**Data shown**
--*--

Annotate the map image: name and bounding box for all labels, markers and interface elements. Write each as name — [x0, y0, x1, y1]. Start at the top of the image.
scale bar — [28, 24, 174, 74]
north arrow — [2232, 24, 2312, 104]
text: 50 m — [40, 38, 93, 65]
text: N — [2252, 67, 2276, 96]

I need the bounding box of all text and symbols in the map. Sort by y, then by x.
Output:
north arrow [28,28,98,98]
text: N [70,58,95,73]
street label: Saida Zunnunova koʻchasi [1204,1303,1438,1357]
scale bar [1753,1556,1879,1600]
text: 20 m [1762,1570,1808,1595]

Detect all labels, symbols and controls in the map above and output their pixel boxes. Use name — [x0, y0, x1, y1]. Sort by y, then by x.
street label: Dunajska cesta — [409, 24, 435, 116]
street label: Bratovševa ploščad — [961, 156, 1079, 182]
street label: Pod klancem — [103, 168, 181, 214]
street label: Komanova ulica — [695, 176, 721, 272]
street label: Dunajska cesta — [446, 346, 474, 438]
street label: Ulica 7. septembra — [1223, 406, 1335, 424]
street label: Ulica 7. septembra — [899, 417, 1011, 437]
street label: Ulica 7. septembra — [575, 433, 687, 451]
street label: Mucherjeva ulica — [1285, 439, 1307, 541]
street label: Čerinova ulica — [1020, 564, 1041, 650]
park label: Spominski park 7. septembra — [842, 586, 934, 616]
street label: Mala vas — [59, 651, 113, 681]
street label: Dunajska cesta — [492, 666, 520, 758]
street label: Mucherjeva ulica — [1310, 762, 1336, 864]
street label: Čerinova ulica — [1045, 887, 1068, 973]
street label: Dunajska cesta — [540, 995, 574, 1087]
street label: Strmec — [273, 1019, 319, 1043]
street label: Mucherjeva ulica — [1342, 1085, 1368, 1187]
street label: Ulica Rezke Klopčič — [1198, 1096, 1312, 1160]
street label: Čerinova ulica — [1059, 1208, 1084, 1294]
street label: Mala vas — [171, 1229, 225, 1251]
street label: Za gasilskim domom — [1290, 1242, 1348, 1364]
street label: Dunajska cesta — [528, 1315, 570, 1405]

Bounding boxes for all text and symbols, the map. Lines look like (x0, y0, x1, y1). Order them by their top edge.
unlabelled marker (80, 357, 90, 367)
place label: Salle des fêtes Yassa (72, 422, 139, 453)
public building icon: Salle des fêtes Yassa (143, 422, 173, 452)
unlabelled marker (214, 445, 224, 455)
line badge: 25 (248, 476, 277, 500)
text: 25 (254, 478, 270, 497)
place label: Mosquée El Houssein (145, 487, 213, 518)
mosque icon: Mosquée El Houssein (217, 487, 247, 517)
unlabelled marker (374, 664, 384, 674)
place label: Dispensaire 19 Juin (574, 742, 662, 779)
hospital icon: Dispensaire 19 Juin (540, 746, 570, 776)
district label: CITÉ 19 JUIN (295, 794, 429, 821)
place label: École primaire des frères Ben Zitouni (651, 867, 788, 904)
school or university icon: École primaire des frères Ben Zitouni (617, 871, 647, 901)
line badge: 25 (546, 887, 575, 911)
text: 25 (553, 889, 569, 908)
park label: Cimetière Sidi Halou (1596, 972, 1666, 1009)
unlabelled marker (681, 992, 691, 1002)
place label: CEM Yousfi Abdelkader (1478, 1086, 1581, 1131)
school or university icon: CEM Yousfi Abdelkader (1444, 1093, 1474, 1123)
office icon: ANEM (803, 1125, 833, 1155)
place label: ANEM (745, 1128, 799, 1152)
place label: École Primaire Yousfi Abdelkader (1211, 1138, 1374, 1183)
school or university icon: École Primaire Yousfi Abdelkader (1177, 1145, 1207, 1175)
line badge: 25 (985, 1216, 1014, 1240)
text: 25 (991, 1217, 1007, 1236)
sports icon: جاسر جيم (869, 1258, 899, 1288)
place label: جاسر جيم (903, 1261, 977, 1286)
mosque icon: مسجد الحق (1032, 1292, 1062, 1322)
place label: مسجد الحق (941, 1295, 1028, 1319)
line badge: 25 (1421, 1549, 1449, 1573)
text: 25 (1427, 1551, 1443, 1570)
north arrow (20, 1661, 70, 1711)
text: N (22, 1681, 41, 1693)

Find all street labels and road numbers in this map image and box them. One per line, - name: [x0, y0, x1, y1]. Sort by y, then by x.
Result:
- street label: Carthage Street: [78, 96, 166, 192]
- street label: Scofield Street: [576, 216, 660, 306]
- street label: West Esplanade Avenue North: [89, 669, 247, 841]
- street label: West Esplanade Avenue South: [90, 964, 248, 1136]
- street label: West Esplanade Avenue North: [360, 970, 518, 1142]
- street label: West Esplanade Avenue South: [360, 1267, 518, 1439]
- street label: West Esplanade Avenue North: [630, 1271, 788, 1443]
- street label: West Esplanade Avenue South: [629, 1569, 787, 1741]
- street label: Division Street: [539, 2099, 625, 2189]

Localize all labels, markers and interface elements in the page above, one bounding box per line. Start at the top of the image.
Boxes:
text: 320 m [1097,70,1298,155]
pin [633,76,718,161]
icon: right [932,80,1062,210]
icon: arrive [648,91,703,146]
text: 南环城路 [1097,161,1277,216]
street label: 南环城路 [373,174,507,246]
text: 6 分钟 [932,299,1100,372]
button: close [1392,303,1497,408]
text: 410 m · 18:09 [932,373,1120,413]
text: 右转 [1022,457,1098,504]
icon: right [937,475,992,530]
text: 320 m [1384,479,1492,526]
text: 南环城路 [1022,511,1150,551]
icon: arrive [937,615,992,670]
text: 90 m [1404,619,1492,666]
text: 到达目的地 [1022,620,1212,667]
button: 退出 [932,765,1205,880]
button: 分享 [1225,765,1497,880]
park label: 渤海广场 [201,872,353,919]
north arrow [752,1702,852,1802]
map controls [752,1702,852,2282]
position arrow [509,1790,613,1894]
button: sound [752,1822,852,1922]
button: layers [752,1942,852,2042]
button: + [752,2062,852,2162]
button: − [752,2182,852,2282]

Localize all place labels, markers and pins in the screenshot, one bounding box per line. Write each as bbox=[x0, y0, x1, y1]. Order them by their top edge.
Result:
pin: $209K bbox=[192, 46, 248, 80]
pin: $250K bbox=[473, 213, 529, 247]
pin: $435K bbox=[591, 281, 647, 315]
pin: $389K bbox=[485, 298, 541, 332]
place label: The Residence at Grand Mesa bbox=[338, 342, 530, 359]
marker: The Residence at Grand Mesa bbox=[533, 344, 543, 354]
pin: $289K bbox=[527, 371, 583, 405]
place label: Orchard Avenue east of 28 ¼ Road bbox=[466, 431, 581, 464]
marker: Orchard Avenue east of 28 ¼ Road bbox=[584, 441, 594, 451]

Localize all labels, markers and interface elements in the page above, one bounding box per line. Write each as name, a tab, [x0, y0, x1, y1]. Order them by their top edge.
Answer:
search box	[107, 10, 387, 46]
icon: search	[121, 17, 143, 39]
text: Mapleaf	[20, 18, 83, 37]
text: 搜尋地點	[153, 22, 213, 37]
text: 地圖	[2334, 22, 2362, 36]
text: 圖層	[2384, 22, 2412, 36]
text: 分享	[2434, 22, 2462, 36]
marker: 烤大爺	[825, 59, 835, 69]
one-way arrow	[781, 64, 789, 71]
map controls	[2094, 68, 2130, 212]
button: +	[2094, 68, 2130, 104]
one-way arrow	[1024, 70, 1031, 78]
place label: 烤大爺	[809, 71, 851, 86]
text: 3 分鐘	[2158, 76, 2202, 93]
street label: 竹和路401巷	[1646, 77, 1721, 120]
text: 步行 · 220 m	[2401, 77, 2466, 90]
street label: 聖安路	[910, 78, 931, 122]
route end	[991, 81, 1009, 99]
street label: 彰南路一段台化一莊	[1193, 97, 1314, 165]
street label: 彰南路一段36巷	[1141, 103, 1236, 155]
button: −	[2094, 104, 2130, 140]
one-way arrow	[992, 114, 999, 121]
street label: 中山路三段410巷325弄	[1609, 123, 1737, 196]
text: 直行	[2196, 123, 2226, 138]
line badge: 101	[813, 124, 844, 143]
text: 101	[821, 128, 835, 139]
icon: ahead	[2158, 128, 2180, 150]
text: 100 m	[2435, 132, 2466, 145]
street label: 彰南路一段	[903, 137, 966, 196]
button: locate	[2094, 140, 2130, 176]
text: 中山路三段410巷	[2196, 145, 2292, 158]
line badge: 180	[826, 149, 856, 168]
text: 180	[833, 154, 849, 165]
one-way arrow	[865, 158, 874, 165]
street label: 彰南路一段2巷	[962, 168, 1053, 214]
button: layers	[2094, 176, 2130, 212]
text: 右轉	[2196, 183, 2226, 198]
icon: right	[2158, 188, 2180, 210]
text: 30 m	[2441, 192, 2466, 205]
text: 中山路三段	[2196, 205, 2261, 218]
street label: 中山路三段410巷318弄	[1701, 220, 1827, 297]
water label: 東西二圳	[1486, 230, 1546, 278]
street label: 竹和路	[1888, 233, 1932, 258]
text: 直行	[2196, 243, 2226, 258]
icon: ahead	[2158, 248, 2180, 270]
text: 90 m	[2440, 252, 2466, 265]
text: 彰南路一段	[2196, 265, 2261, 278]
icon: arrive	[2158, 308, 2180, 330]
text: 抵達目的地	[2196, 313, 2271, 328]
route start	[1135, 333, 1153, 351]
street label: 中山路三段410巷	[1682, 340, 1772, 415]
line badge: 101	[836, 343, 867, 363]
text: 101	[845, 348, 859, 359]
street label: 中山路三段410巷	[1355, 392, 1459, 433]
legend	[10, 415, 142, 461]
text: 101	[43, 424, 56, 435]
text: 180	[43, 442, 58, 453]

--*--

**What you are asked to do**
Show all lines from the listing above in which "arrow" appears.

**Finished exercise**
north arrow — [2232, 24, 2312, 104]
north arrow [28,28,98,98]
north arrow (20, 1661, 70, 1711)
north arrow [752,1702,852,1802]
position arrow [509,1790,613,1894]
one-way arrow	[781, 64, 789, 71]
one-way arrow	[1024, 70, 1031, 78]
one-way arrow	[992, 114, 999, 121]
one-way arrow	[865, 158, 874, 165]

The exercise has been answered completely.